Mangueira 2020

A MANGUEIRA NA AVENIDA E NA TV.
NOVAS CRUCIFICAÇÕES


A propósito do enredo Mangueira 2020
"A Verdade Vos Fará Livre".

Um enredo de carnaval, como um filme, constrói uma narrativa, tem um conceito e uma proposta estética. A partir dele, as cores volumes e formas, fantasias, alegorias, conjuntos. O visual de uma escola que passa não traduz beleza apenas em brilhos e luzes de led. A cor negra da fantasia da bateria da Mangueira foi ousada, dando imagem e tom à imensa escuridão de que fala o samba.

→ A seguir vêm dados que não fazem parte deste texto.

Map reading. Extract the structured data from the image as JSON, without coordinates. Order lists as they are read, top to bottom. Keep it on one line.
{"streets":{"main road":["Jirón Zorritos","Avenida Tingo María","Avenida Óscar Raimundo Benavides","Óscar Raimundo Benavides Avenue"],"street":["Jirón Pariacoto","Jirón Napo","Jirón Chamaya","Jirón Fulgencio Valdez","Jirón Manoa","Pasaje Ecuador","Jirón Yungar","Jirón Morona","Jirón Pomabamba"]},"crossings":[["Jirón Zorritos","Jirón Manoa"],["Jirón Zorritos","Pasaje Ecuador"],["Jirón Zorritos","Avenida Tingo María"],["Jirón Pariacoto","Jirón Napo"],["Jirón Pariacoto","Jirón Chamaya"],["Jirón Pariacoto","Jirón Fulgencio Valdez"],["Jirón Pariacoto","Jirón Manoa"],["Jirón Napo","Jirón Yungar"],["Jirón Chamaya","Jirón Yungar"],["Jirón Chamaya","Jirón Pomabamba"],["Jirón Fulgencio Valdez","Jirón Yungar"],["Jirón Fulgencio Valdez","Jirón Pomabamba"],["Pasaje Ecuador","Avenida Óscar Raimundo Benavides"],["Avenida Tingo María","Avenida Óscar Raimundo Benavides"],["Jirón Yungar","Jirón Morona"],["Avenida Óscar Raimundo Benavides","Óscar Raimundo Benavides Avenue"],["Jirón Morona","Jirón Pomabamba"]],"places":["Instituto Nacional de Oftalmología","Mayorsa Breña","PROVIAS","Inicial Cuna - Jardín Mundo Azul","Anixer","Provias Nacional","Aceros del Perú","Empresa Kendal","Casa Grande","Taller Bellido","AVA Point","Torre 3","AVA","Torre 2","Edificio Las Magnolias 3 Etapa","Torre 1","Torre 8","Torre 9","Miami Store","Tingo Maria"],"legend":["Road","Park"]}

Não foi fria a escola nem o desfile. Sua transmissão sim, no mínimo suspeita, capciosa, fria, desinteressada, em tom de desprezo, abordagem reta e sem curvas, incapaz de penetrar nas camadas mais profundas, de mostrar os significados da criação de um carnaval e enredo crítico, bem elaborado.
A arquibancada e sua empolgação, não podemos avaliar pelo que foi mostrado, e tenho dúvidas sobre esse termômetro e sobre a forma com que o público expressa sua emoção ou entusiasmo.

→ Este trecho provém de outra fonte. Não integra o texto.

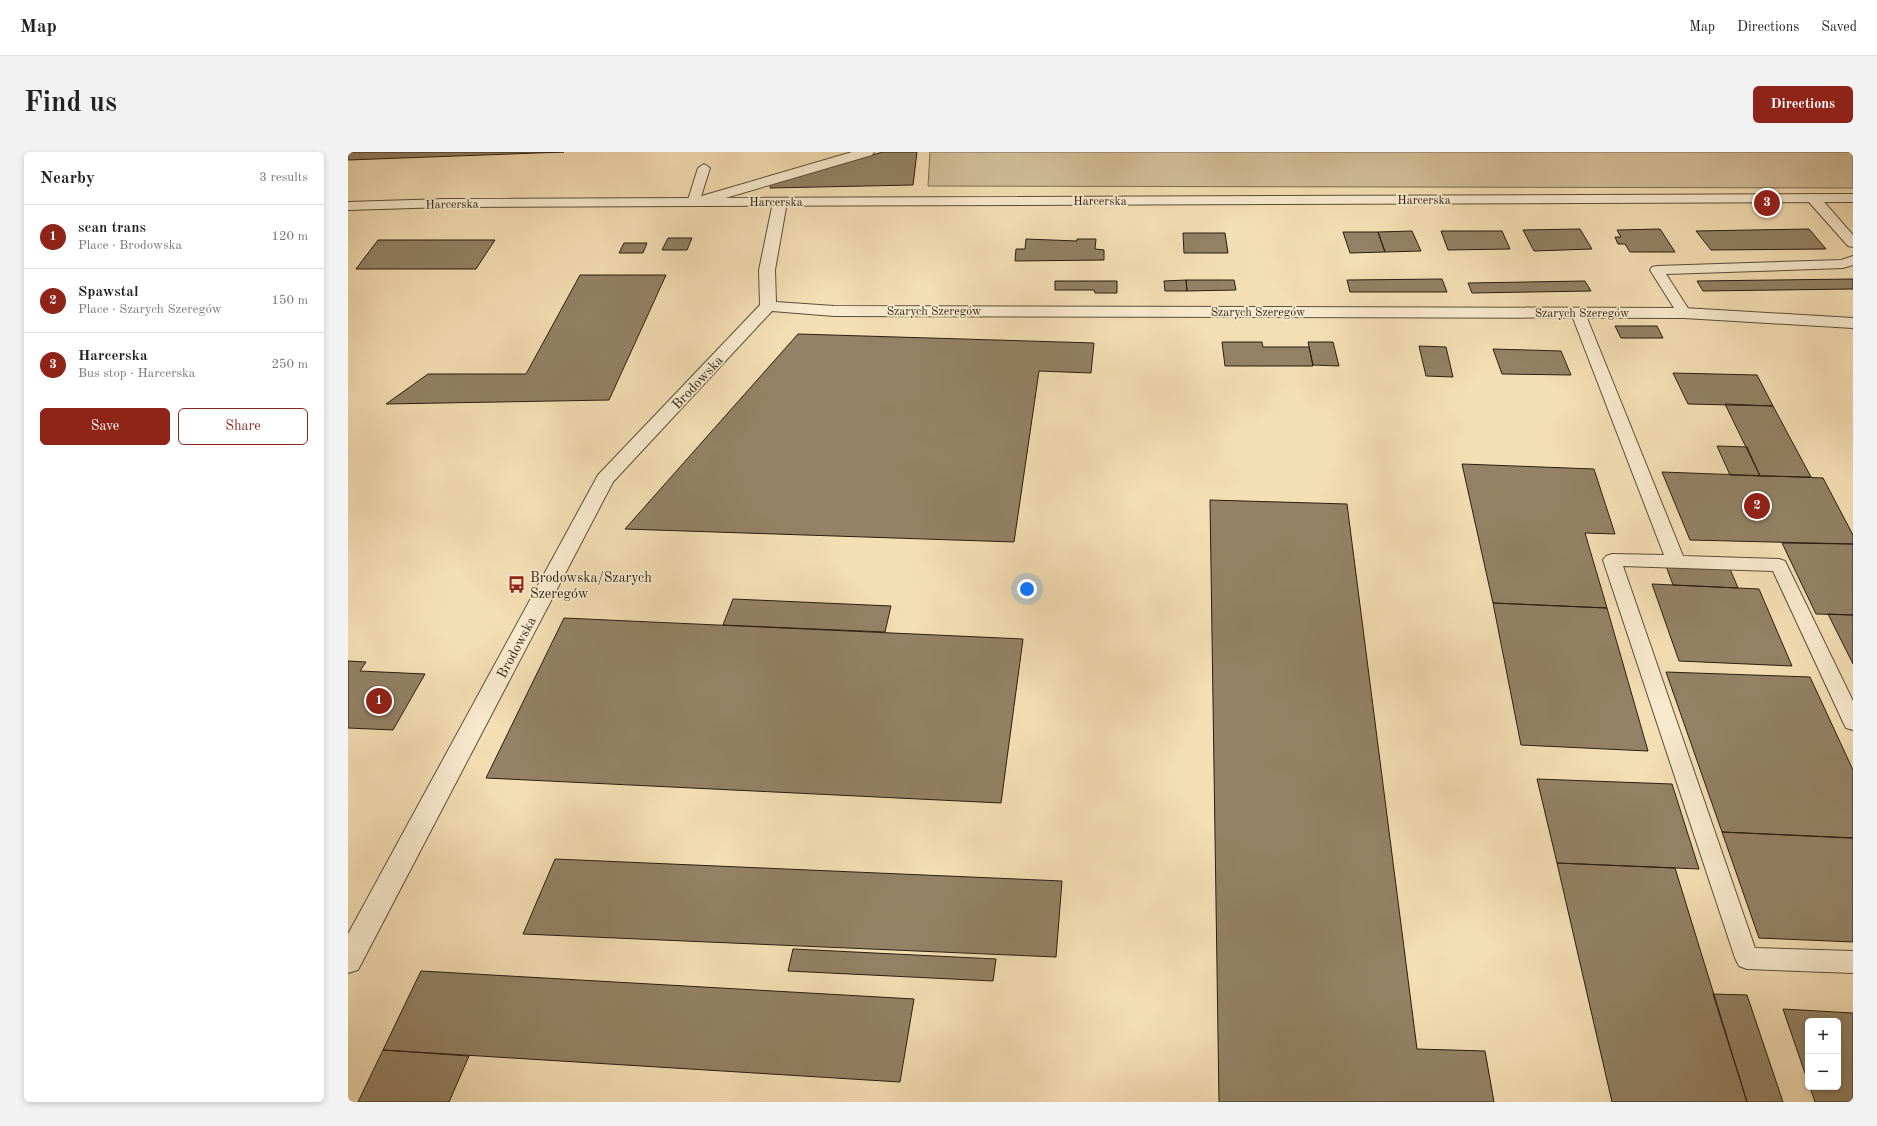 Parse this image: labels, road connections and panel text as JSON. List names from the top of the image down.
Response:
{
  "streets": {
    "street": ["Harcerska", "Szarych Szeregów", "Brodowska"]
  },
  "crossings": [
    ["Szarych Szeregów", "Brodowska"]
  ],
  "places": {
    "bus stop": ["Brodowska/Szarych Szeregów"]
  },
  "page": {
    "header": "Map",
    "nav": ["Map", "Directions", "Saved"],
    "buttons": [
      "Directions",
      ["Save", "Share"]
    ],
    "title": "Find us",
    "heading": ["Nearby", "3 results"],
    "pins": ["3", "2", "1"],
    "list": [
      {
        "mark": "1",
        "name": "scan trans",
        "note": "Place · Brodowska",
        "value": "120 m"
      },
      {
        "mark": "2",
        "name": "Spawstal",
        "note": "Place · Szarych Szeregów",
        "value": "150 m"
      },
      {
        "mark": "3",
        "name": "Harcerska",
        "note": "Bus stop · Harcerska",
        "value": "250 m"
      }
    ],
    "map_buttons": ["+", "−"]
  }
}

O desfile da Mangueira apresentou lances extraordinários, os vários Jesus, as diversas crucificações, suas várias faces, seus vários tempos na história, a rainha de bateria como personagem de enredo, como a/o Jesus mulher em passos de representaçâo dramática, absolutamente diferenciado, inovador. A favela como lugar da ressurreição.
Na encenação da comissão de frente, a "dura" da polícia carioca em Jesus e seus apóstolos, mereceu do comentarista e ex-carnavalesco Milton Cunha, a prosaica explicação de que aquela era "a polícia de Roma". Já nos indicavam e antecipavam ali, a Globo e seus comentaristas amestrados, como seria a forma de contar, driblar e evitar aquele enredo. A imagem do rosto do menino crivado de balas, representando a matança de crianças e jovens negros, as frases "favela pega a visão, não tem futuro sem partilha nem messias de arma na mão", não mereceram nenhum comentário. Entre incompetente e tendenciosa, a marca, o dna da emissora.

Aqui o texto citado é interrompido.